The lack of difference between PXN expression and the patterns of biological behavior of odontogenic lesions suggests that the over-expression of PXN may occur in carcinomas and not in odontogenic cysts and tumors. Lin et al. [ 23 ] showed that PXN is an internal part of invadopodia, a finger-like protrusion used by cancerous cells to invade ECM and degrade it, and it is essential for the settlement of actin filaments in the invadopodia. Epithelial cells of benign odontogenic lesions do not use invadopodia for invasion and it can be the reason for no effectiveness of PXN in the local invasion of these lesions. Moreover, odontogenic lesions investigated in the present study were in the bone, there is epithelial barrier against their migration, and they never present metastasis. Hence, it can be assumed that PXN plays more role in cellular migration and invasion, as observed in carcinoma, rather than the local invasion.

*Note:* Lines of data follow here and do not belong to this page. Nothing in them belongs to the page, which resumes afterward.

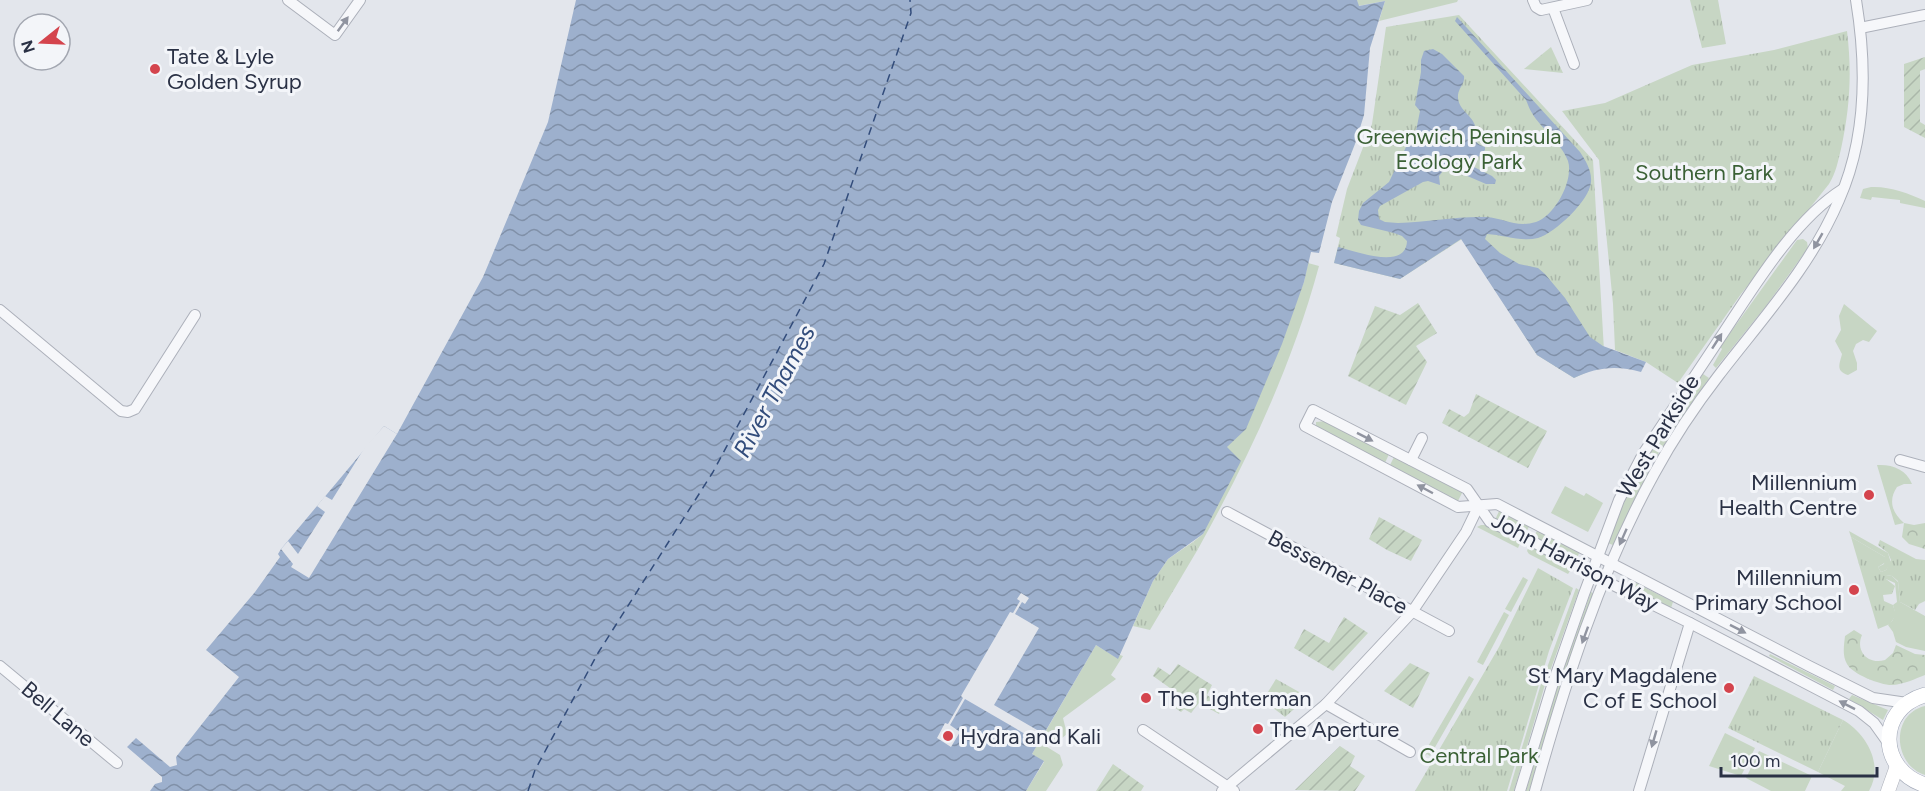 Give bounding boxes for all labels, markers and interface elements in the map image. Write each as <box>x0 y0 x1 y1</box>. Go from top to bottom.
north arrow <box>12 12 72 72</box>
one-way arrow <box>336 16 348 31</box>
text: N <box>17 38 39 55</box>
place label: Tate & Lyle Golden Syrup <box>167 43 302 95</box>
marker: Tate & Lyle Golden Syrup <box>148 62 162 76</box>
park label: Greenwich Peninsula Ecology Park <box>1356 123 1562 175</box>
park label: Southern Park <box>1635 159 1773 186</box>
one-way arrow <box>1812 233 1823 249</box>
water label: River Thames <box>727 320 821 462</box>
one-way arrow <box>1711 333 1722 349</box>
street label: West Parkside <box>1611 370 1705 502</box>
one-way arrow <box>1356 431 1374 441</box>
place label: Millennium Health Centre <box>1718 469 1857 521</box>
one-way arrow <box>1416 484 1433 494</box>
marker: Millennium Health Centre <box>1862 488 1876 502</box>
street label: John Harrison Way <box>1487 507 1664 618</box>
street label: Bessemer Place <box>1264 524 1412 620</box>
one-way arrow <box>1618 528 1628 546</box>
place label: Millennium Primary School <box>1694 564 1842 616</box>
marker: Millennium Primary School <box>1847 583 1861 597</box>
one-way arrow <box>1729 625 1746 634</box>
one-way arrow <box>1579 627 1589 645</box>
place label: St Mary Magdalene C of E School <box>1527 662 1717 714</box>
street label: Bell Lane <box>16 676 100 752</box>
marker: St Mary Magdalene C of E School <box>1722 681 1736 695</box>
place label: The Lighterman <box>1158 685 1312 712</box>
marker: The Lighterman <box>1139 691 1153 705</box>
one-way arrow <box>1838 700 1855 710</box>
place label: The Aperture <box>1270 716 1399 743</box>
marker: The Aperture <box>1251 722 1265 736</box>
place label: Hydra and Kali <box>960 723 1101 750</box>
marker: Hydra and Kali <box>941 729 955 743</box>
one-way arrow <box>1649 730 1658 748</box>
scale bar <box>1721 740 1877 778</box>
park label: Central Park <box>1419 742 1539 769</box>
text: 100 m <box>1730 750 1780 772</box>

In summary, the results of this study indicate that PXN is most likely not a key factor in determining the biological behaviors of DC, OKC, and ameloblastomas (solid and unicystic). Hence, it seems that targeting PXN has no clinical importance for treatment and lessening the destruction and extension of surgeries in invasive odontogenic cysts and tumors. We suggest further studies with larger samples size and other odontogenic cysts and tumors are necessary for identifying the accurate association between PXN and the biological behavior of odontogenic lesions.


It was observed that the levels of PXN expression were not different among the four types of odontogenic lesions with different aggressive behaviors consists of DC, OKC, solid ameloblastoma, and unicystic ameloblastoma. Therefore, it can be concluded that the expression of PXN is not related to the patterns of biological behavior in odontogenic lesions.


The authors thank the Vice-Chancellery for Research and Technology of Shiraz University of Medical Sciences for supporting this research (Grant #96-01-99-13131). This manuscript is based on the thesis of Tina Sadat Shid-Moosavi for partial fulfillment of the DDS degree. The authors thank Dr. M. Salehi from Dental Research Development Center, Shiraz Dental School for his assistance in statistical analysis.

Conflict of Interest:

The authors declare that they have no conflict of interest.